Am 21. November 2013 verkündete die ukrainische Regierung unter Präsident Wiktor Janukowitsch, das lange vorbereitete Völkerrechts- und Wirtschaftsabkommen mit der Europäischen Union nicht zu unterzeichnen - gegen diese Entscheidung versammelten sich noch in derselben Nacht Regierungskritiker und pro-europäische Bürger auf dem "Majdan Nesaleschnosti", dem Platz der Unabhängigkeit, in Kiew. Jürgen Wertheimer, der bis 2015 an der Uni Tübingen Neuere Deutsche Literaturwissenschaft und Komparatistik gelehrt hat, geht in seiner Publikation "Maidan, Tahrir, Taksim. Die Sprache der Plätze" auf die Dynamik von Bürgerprotesten und die Bedeutung öffentlicher Versammlungsorte ein.

 

Herr Wertheimer, wieso hat die Protestbewegung in der Ukraine den Maidan in Kiew gewählt?

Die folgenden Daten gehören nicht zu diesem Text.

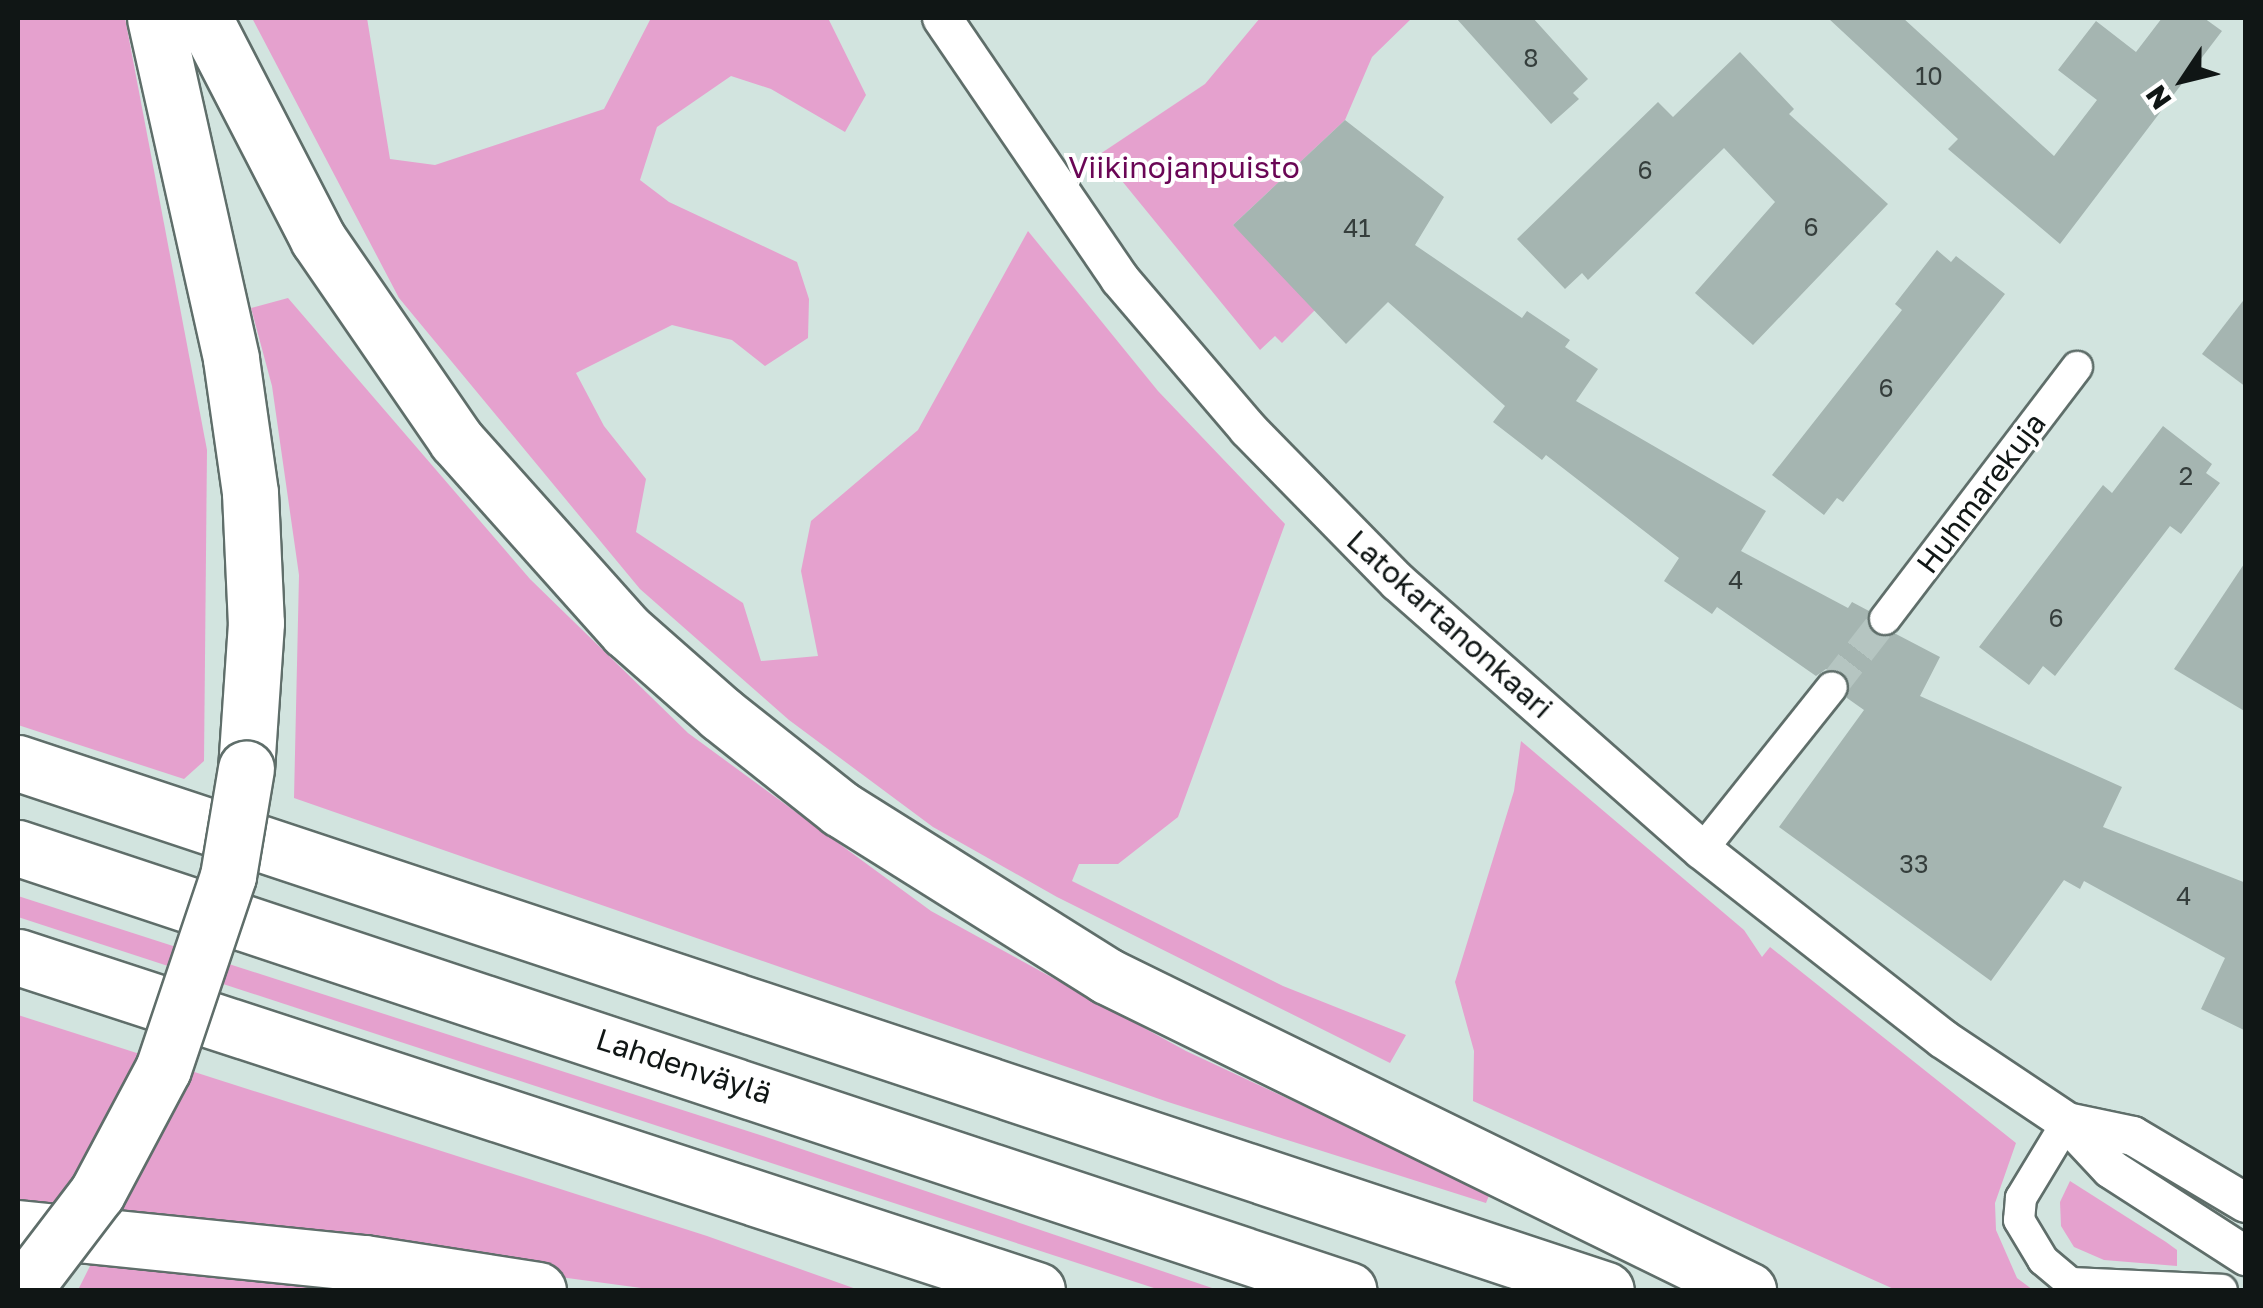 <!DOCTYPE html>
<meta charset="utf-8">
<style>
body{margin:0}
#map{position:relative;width:2263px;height:1308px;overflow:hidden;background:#d2e4df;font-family:"Golos Text",sans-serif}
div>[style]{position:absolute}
.green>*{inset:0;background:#e5a1ce}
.building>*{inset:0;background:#a5b5b1}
.minor-tunnel>*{height:30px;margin-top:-15px;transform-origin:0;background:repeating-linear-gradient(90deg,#b5c5c1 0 30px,transparent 0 45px)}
.roads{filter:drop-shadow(2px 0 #5f6e6a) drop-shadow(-2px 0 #5f6e6a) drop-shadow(0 2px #5f6e6a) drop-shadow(0 -2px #5f6e6a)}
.minor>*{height:30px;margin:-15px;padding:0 15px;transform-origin:15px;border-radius:15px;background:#fff}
.tertiary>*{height:38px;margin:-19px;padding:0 19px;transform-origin:19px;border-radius:19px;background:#fff}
.motorway>*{height:55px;margin:-27.5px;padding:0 27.5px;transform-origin:27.5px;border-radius:27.5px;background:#fff}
.bridges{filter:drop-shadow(2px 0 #5f6e6a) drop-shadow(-2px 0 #5f6e6a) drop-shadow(0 2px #5f6e6a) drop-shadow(0 -2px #5f6e6a)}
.motorway-bridge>*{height:55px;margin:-27.5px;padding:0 27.5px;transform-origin:27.5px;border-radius:27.5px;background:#fff}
span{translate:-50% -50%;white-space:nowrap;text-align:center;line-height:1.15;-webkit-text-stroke:8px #fff;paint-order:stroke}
.number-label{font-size:25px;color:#353e3c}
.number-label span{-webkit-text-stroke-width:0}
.park-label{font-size:30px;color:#6a0655}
.street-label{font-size:30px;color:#101615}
.frame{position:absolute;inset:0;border:20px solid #101615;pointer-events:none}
.north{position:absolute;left:2133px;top:30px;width:100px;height:100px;-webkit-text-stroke:8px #fff;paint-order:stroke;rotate:235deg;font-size:28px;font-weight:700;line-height:40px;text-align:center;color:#101615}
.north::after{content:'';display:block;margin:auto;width:35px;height:45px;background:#101615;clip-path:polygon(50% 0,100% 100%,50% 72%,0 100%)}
</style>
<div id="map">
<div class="green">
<div style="clip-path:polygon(18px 18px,125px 18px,207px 450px,204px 761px,184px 779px,18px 725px)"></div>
<div style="clip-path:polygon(252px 18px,367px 18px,390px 159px,435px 165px,604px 109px,651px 18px,828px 18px,866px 95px,845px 132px,771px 89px,731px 76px,657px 127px,640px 180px,669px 202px,797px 262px,809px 299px,808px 338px,765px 366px,732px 340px,672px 325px,576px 373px,604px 426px,646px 479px,636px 532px,743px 603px,761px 661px,818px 656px,801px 571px,811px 521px,918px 430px,1028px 231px,1158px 391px,1285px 524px,1178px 817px,1118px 864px,1079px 864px,1072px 881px,1283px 986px,1406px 1035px,1390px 1063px,1057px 897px,933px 827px,789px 720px,640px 589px,399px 298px)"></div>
<div style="clip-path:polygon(1260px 18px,1412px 18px,1372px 57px,1345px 120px,1233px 225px,1318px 307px,1282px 343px,1275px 336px,1260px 350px,1100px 154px,1205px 84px)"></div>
<div style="clip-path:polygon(288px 298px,530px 579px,688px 733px,931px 911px,1186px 1051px,1490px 1193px,1486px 1203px,1168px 1102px,294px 798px,299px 575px,272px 386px,251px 308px)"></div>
<div style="clip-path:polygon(1521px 741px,1744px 930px,1762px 957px,1770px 947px,2016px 1143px,1995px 1203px,1996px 1230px,2017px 1278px,2033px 1290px,1896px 1290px,1473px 1101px,1474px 1051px,1455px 982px,1514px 791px)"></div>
<div style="clip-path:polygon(18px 896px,763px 1136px,1218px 1290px,1160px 1290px,18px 917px)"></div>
<div style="clip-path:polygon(18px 1015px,143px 1055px,54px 1216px,18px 1214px)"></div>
<div style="clip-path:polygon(185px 1069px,707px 1236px,859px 1290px,656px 1290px,106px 1216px)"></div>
<div style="clip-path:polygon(2070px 1181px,2166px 1242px,2177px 1250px,2177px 1266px,2104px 1260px,2074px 1247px,2061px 1226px,2060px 1202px)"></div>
<div style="clip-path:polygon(95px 1256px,415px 1290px,78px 1290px)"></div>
</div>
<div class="building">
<div style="clip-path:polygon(1456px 18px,1533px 18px,1588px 79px,1573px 93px,1579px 99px,1551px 124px)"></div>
<div style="clip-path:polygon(1828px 18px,1903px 18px,2054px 156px,2097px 100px,2058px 70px,2096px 21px,2136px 52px,2162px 18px,2204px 18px,2222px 31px,2060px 244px,1948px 149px,1958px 139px)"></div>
<div style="clip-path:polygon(1740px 52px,1794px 109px,1789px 114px,1888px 204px,1753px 345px,1695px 293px,1775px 202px,1724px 148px,1588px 280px,1582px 273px,1565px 289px,1517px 239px,1658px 102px,1673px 117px)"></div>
<div style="clip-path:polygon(1345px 120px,1444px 197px,1415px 245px,1522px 318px,1527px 311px,1570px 340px,1565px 347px,1598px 369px,1576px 401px,1766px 511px,1741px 551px,1848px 608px,1852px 602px,1869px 611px,1874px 634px,1896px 634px,1940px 657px,1920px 696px,2122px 787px,2103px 827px,2246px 883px,2246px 1031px,2201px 1009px,2225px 958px,2084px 881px,2080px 889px,2064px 880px,1991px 981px,1779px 827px,1864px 710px,1847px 698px,1844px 673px,1826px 669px,1816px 676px,1717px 607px,1712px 614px,1664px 581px,1679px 558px,1546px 455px,1542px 460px,1493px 422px,1505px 406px,1388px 302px,1346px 344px,1233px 225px)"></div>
<div style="clip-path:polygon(1937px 250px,1951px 262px,1956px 256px,2005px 294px,1843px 502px,1837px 498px,1824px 515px,1772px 475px,1902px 310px,1895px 304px)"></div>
<div style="clip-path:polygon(2246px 297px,2246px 387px,2202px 354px)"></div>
<div style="clip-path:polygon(2163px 426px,2212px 464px,2206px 473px,2220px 483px,2181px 534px,2170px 526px,2055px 676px,2043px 666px,2029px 685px,1979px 647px,2103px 485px,2112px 493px)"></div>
<div style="clip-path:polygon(2246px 561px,2246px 712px,2174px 669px)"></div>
</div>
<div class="minor-tunnel">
<div style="left:1832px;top:687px;width:86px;rotate:-52.1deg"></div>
</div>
<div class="roads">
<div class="minor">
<div style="left:1885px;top:619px;width:317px;rotate:-52.7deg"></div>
<div style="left:1702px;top:850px;width:208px;rotate:-51.4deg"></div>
<div style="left:2067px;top:1122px;width:89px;rotate:121.2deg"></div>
<div style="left:2021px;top:1198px;width:22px;rotate:95deg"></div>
<div style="left:2019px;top:1220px;width:47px;rotate:59deg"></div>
<div style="left:2043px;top:1260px;width:35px;rotate:40deg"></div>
<div style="left:2070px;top:1283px;width:152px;rotate:2.6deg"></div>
</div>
<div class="tertiary">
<div style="left:942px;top:18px;width:316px;rotate:55.7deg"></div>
<div style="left:1120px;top:279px;width:197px;rotate:49.5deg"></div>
<div style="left:1248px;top:429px;width:214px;rotate:45.6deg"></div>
<div style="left:1398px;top:582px;width:405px;rotate:41.4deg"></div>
<div style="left:1702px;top:850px;width:306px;rotate:38.1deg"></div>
<div style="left:1943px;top:1039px;width:149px;rotate:33.8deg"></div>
<div style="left:2067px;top:1122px;width:64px;rotate:46.9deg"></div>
<div style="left:2111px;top:1169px;width:161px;rotate:32.8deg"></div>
<div style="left:2067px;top:1122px;width:67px;rotate:12deg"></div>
<div style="left:2133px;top:1136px;width:131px;rotate:30.7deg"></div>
</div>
<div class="motorway">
<div style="left:155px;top:18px;width:349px;rotate:77.4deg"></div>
<div style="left:231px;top:359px;width:135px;rotate:81.9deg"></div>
<div style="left:250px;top:493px;width:130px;rotate:87.4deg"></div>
<div style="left:256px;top:623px;width:145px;rotate:93.9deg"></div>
<div style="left:204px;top:18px;width:249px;rotate:62.7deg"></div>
<div style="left:318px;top:239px;width:244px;rotate:55.5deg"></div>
<div style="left:456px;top:440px;width:256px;rotate:48.2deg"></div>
<div style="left:627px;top:631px;width:125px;rotate:41.4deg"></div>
<div style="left:721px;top:714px;width:153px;rotate:38.4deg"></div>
<div style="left:841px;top:809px;width:314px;rotate:32.1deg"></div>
<div style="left:1107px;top:976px;width:714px;rotate:26.1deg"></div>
<div style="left:18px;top:763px;width:1673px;rotate:18.36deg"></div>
<div style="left:18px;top:848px;width:1402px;rotate:18.38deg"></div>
<div style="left:18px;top:957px;width:1072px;rotate:18.1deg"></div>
<div style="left:18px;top:1228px;width:348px;rotate:5.8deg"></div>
<div style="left:364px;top:1263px;width:176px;rotate:8.8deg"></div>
</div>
</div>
<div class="bridges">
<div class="motorway-bridge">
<div style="left:23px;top:1290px;width:122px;rotate:-52.7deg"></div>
<div style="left:97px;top:1193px;width:140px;rotate:-62deg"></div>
<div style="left:163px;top:1069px;width:204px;rotate:-71.4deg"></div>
<div style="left:228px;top:876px;width:109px;rotate:-80.5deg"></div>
</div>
</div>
<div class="number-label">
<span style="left:1531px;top:58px">8</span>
<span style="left:1929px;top:76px">10</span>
<span style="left:1645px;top:170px">6</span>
<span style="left:1811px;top:227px">6</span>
<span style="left:1357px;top:228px">41</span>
<span style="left:1886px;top:388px">6</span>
<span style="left:2186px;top:476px">2</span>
<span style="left:1736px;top:580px">4</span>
<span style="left:2056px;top:618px">6</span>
<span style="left:1914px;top:864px">33</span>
<span style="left:2184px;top:896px">4</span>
</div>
<div class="park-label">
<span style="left:1184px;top:167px">Viikinojanpuisto</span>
</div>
<div class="street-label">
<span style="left:1981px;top:493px;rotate:-53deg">Huhmarekuja</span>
<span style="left:1450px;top:624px;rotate:42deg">Latokartanonkaari</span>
<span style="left:684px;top:1066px;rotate:18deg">Lahdenväylä</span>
</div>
<div class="frame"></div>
<div class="north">N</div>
</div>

Wertheimer: Kiew ist ein historischer Symbolort. Einerseits als Keimzelle Russlands, von dessen Vorläufer "Rus" sie im Mittelalter das Zentrum war. Andererseits war der Maidan im Lauf seiner extrem wechselhaften Geschichte immer auch ein Ort der Abgrenzung für die Ukraine und ihre Anlehnung an den Westen. Ihn zu besetzen heißt, die Ukraine zu besitzen, zumindest symbolisch. Seine Botschaft lautet: Hier sind wir! Und die Säule in seiner Mitte ist eine Art ideologischer Totempfahl ukrainischer Identität.

Können Sie die Atmosphäre auf einem besetzten Platz und insbesondere auf dem Maidan vor fünf Jahren beschreiben?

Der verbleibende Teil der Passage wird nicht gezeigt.